*EXERCISE DATA*.

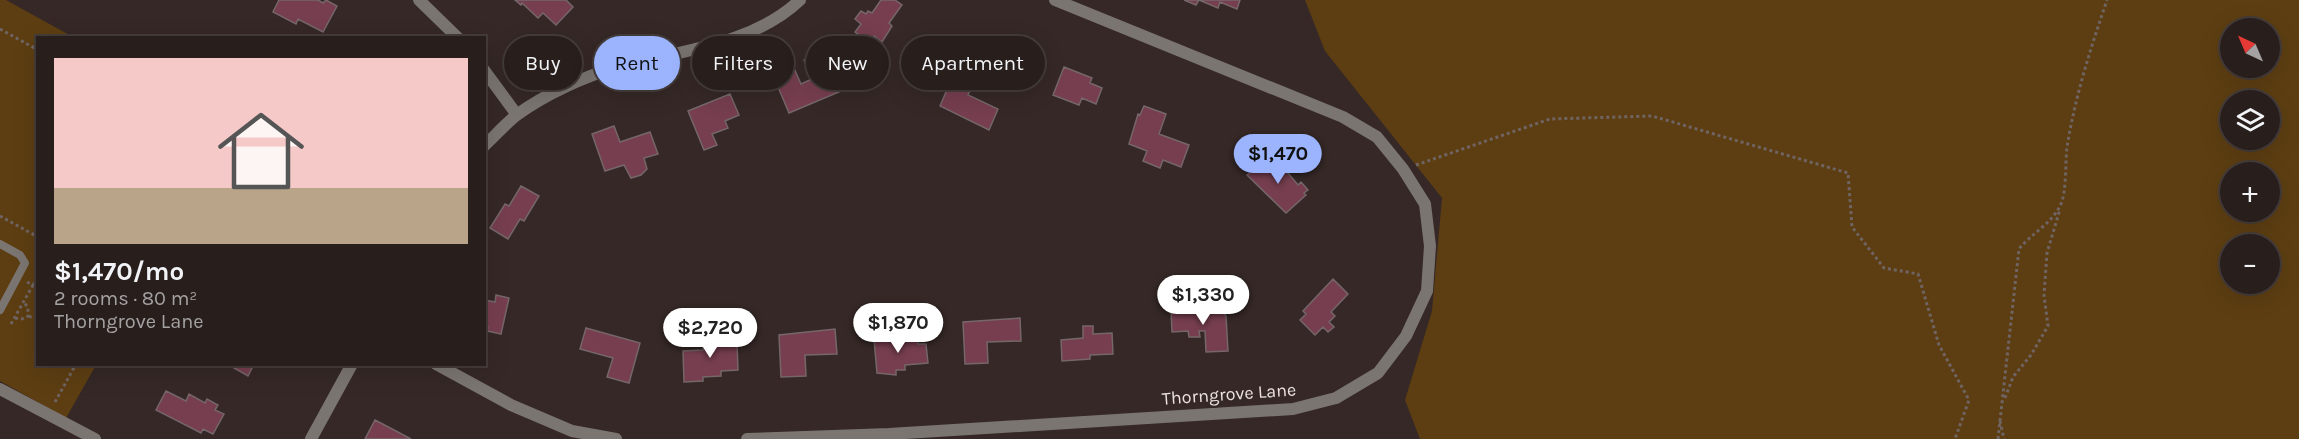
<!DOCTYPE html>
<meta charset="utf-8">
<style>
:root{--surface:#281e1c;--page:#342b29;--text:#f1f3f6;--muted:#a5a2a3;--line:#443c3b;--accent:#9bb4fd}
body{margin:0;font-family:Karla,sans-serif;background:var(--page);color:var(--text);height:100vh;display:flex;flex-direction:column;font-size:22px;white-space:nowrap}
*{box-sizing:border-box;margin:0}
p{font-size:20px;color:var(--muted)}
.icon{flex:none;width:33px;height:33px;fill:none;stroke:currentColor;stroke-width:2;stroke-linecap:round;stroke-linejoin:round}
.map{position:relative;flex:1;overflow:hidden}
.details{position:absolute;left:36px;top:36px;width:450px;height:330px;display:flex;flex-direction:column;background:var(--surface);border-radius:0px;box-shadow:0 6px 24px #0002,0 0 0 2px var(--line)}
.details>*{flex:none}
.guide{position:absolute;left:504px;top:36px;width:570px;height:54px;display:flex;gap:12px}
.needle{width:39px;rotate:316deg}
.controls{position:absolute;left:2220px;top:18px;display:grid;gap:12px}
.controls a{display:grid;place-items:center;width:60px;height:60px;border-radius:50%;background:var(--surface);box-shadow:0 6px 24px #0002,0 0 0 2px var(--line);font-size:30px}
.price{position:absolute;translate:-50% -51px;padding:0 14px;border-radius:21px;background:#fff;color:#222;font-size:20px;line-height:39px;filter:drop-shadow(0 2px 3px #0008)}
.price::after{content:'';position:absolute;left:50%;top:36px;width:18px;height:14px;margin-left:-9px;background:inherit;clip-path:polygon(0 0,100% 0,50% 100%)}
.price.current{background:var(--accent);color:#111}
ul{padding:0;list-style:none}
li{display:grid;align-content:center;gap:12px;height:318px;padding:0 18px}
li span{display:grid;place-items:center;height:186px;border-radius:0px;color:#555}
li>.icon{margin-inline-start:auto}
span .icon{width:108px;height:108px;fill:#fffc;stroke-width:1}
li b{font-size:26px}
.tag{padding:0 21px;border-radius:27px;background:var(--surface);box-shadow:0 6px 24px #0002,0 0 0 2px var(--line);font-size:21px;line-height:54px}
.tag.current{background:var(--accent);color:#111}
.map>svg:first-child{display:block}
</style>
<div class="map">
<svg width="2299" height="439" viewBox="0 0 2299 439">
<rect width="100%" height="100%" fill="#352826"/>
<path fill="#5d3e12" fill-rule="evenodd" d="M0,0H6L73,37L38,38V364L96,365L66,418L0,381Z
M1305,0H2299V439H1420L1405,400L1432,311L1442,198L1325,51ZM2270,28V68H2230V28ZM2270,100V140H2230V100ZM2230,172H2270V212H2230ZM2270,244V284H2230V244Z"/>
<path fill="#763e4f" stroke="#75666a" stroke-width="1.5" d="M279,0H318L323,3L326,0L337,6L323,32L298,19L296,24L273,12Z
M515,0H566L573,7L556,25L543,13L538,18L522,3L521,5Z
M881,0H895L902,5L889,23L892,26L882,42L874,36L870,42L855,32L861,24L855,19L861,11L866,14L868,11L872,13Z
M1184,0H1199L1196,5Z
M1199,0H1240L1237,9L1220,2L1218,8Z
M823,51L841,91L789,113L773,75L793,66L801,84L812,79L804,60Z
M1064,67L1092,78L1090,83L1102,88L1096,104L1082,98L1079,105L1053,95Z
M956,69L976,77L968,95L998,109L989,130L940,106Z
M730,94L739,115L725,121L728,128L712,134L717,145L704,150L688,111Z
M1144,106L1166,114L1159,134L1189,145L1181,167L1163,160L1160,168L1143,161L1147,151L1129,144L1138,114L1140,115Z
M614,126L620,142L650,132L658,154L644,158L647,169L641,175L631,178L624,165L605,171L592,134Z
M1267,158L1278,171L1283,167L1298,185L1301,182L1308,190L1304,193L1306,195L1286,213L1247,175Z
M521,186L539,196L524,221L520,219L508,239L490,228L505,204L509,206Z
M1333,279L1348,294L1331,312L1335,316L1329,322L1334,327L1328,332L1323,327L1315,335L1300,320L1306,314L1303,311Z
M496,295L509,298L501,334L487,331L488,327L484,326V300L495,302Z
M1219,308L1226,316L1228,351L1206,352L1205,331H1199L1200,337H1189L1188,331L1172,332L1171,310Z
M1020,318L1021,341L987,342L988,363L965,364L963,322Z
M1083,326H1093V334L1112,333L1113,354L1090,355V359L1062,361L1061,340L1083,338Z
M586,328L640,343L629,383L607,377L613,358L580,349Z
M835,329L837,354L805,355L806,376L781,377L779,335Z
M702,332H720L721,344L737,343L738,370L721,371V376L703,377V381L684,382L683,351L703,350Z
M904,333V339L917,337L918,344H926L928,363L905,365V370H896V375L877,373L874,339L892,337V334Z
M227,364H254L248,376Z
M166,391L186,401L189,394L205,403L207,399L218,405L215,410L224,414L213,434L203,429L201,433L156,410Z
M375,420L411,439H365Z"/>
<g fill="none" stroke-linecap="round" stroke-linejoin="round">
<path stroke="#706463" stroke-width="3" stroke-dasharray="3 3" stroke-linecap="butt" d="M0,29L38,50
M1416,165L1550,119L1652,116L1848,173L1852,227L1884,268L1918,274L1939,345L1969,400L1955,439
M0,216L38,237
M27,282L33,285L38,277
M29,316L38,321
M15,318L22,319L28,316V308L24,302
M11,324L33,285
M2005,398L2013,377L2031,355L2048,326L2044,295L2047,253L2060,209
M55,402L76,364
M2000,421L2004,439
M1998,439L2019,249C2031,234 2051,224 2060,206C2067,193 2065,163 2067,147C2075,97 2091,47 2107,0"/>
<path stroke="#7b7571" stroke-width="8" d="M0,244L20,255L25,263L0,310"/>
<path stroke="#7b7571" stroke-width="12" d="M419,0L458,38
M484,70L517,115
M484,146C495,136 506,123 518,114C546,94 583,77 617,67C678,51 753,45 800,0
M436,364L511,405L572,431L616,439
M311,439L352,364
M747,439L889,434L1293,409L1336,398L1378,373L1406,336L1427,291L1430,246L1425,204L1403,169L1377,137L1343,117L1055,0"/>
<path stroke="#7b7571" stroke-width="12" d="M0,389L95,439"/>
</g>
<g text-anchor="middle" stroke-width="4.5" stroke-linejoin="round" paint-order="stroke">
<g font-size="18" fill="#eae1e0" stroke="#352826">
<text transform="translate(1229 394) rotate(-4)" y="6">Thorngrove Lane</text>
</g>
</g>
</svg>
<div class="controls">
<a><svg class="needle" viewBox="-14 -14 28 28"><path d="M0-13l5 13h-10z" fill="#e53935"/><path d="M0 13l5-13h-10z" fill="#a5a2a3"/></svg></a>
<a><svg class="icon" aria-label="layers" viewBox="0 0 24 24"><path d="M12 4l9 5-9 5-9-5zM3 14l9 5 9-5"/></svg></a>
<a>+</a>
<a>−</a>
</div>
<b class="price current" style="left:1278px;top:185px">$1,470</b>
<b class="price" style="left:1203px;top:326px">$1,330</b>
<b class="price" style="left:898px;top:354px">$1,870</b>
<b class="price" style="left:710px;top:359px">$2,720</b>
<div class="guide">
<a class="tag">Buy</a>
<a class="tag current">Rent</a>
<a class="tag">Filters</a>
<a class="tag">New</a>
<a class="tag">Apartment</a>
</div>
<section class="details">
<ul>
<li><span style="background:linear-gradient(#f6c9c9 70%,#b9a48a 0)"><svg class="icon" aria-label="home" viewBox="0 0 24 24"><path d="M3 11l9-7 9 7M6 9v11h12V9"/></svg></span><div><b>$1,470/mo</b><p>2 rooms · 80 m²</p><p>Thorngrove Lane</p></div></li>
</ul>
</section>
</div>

*WORK REQUIRED*.
Copy all lines from the material that contain "column".

*RESPONSE BOX*.
body{margin:0;font-family:Karla,sans-serif;background:var(--page);color:var(--text);height:100vh;display:flex;flex-direction:column;font-size:22px;white-space:nowrap}
.details{position:absolute;left:36px;top:36px;width:450px;height:330px;display:flex;flex-direction:column;background:var(--surface);border-radius:0px;box-shadow:0 6px 24px #0002,0 0 0 2px var(--line)}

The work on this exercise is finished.